EXTRACTED MATERIAL:
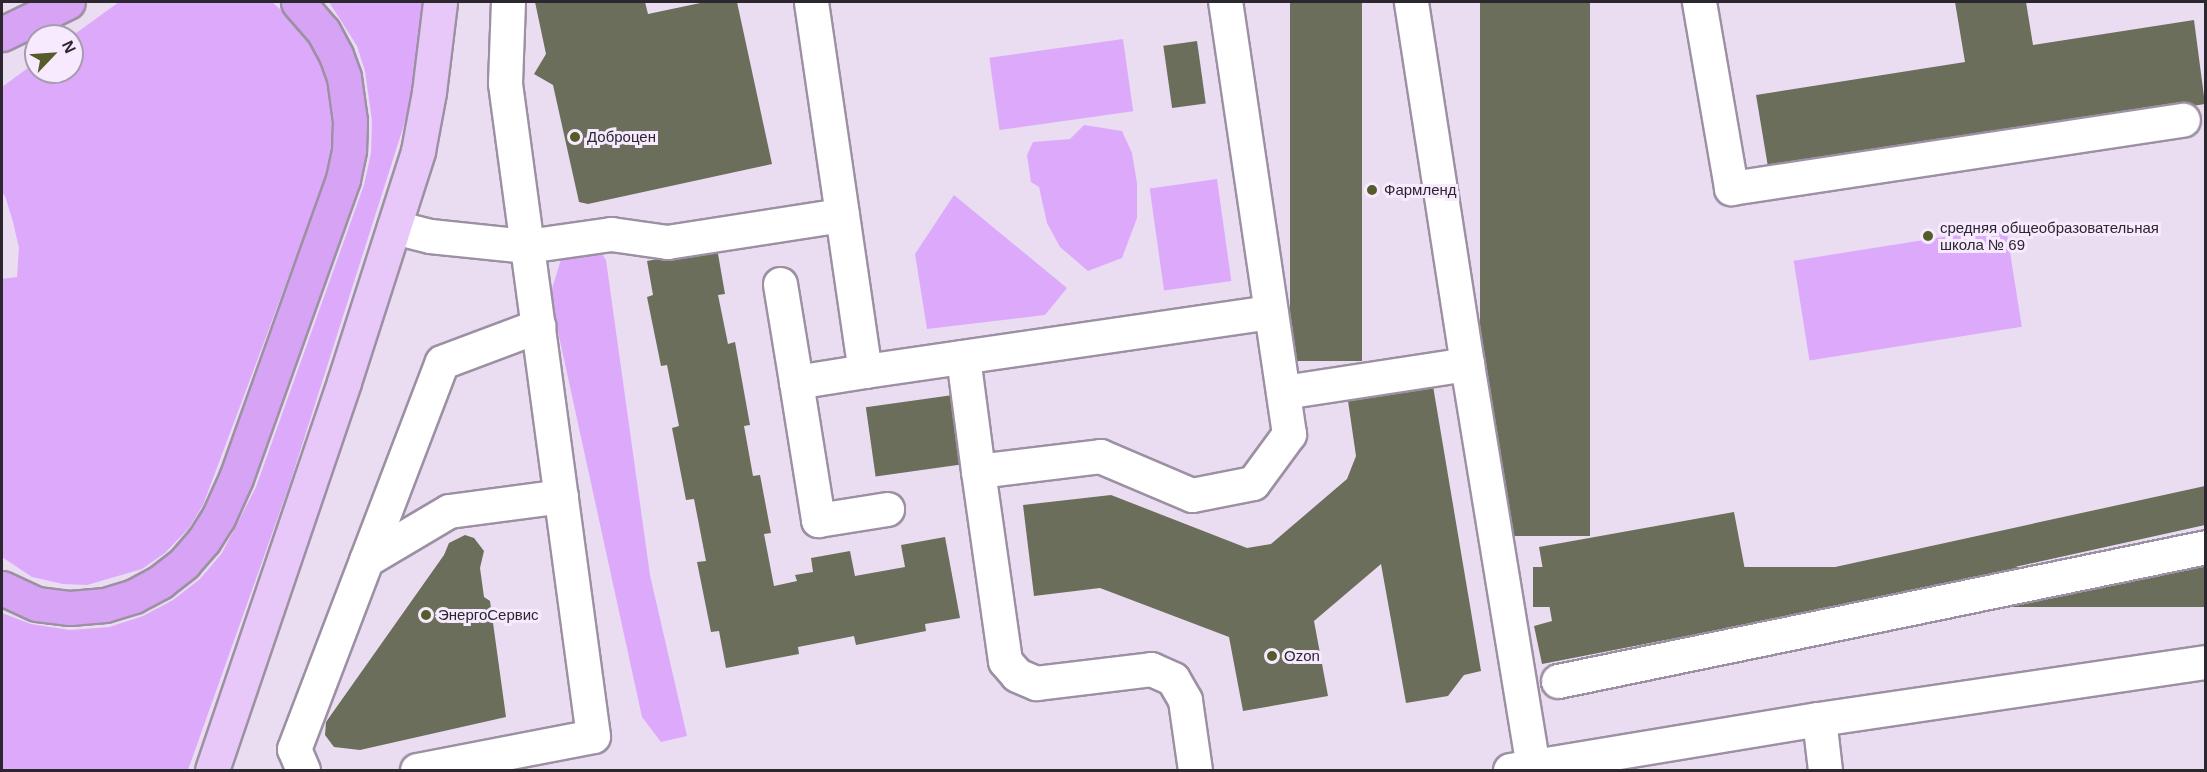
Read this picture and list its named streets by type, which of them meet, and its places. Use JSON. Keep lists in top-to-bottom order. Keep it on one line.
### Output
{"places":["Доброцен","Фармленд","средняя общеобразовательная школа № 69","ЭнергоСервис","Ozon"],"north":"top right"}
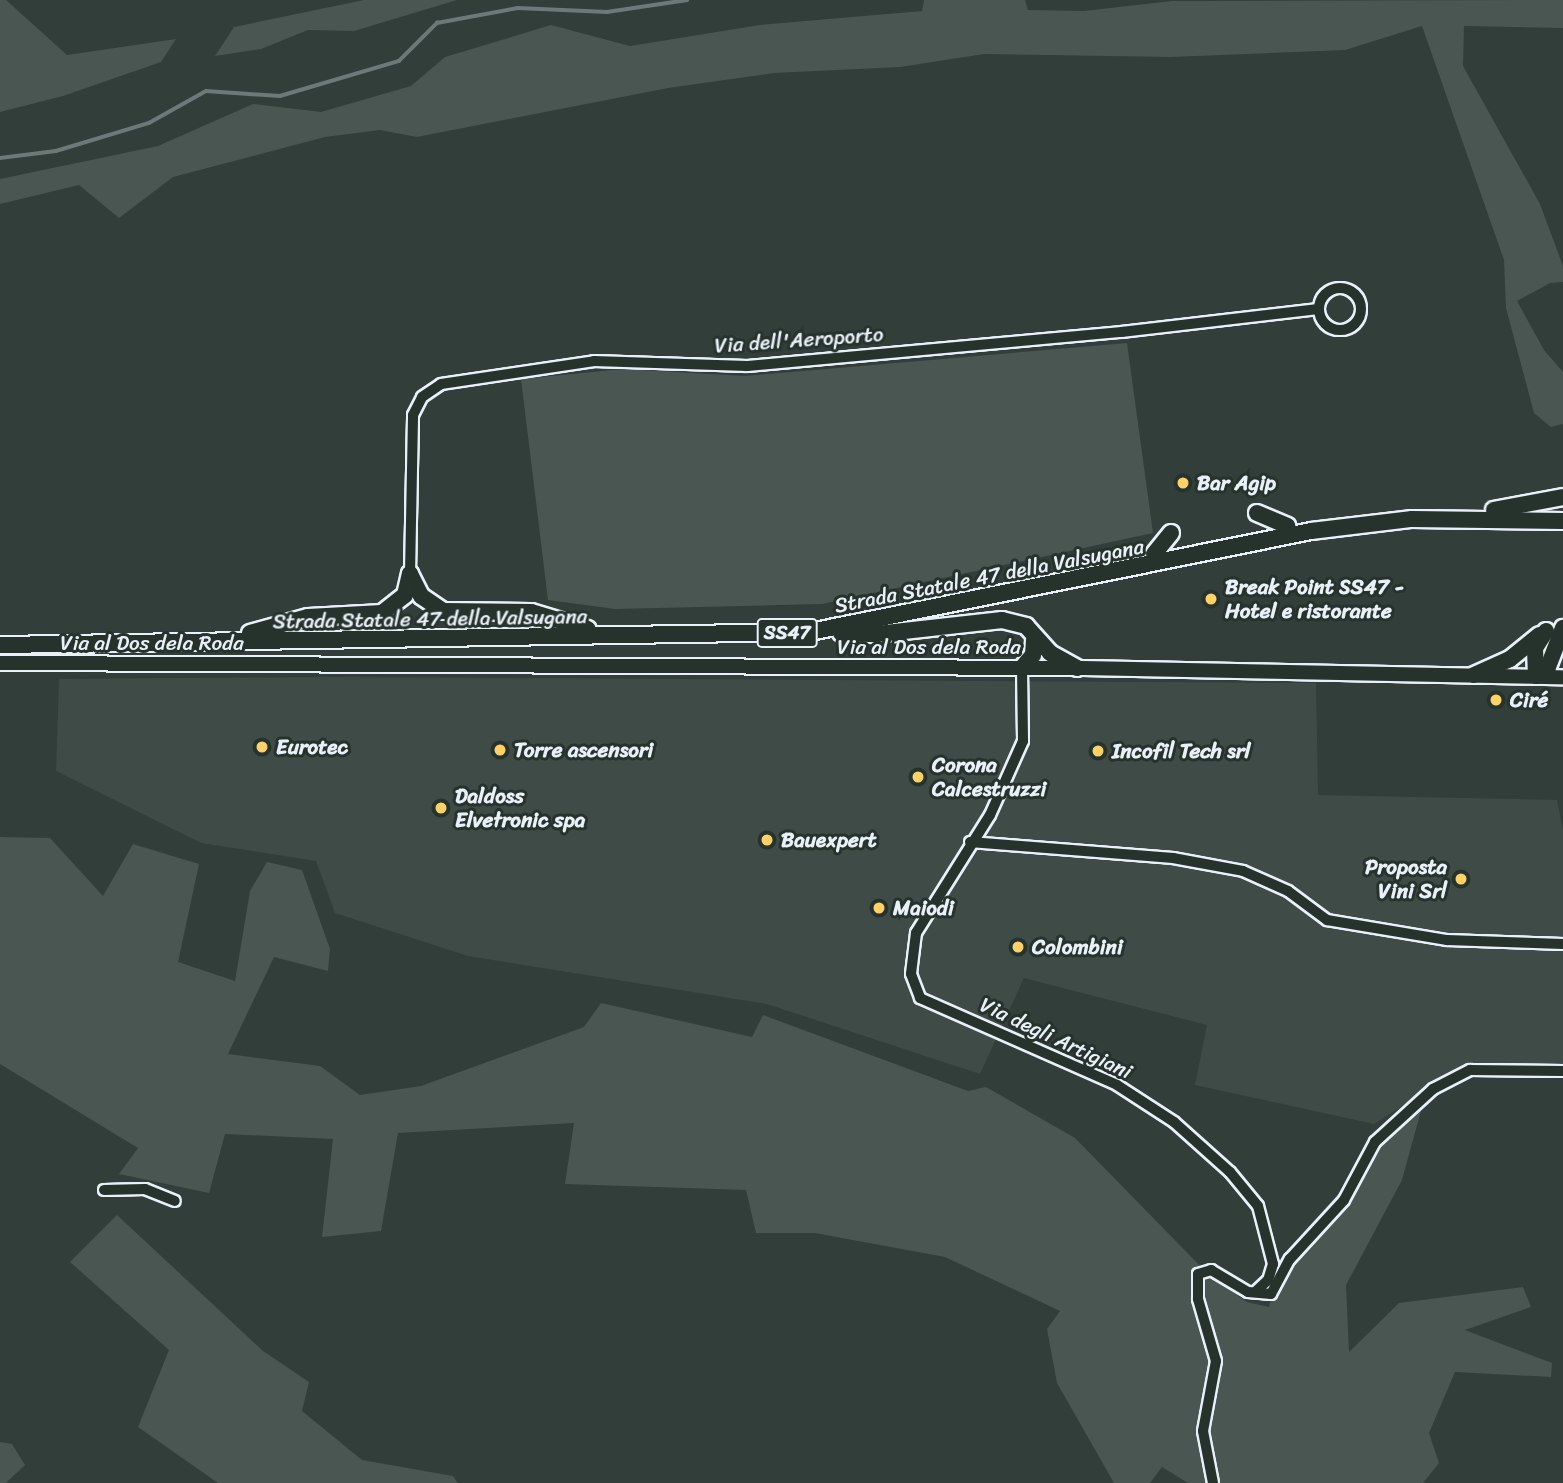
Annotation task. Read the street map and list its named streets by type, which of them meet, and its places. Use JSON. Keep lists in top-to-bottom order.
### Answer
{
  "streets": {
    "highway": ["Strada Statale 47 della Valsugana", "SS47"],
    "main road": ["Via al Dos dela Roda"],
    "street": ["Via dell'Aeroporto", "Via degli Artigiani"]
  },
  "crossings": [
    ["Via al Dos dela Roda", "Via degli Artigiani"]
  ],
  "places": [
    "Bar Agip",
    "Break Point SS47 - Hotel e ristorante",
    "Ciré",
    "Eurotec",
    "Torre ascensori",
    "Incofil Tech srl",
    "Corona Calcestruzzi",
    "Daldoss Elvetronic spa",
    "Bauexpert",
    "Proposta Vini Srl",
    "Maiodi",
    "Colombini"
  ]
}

ABOUT THIS TASK:
Work out how many lines in the data contain "named" and state that number with nothing added.

SOLUTION FOR THIS PROBLEM:
2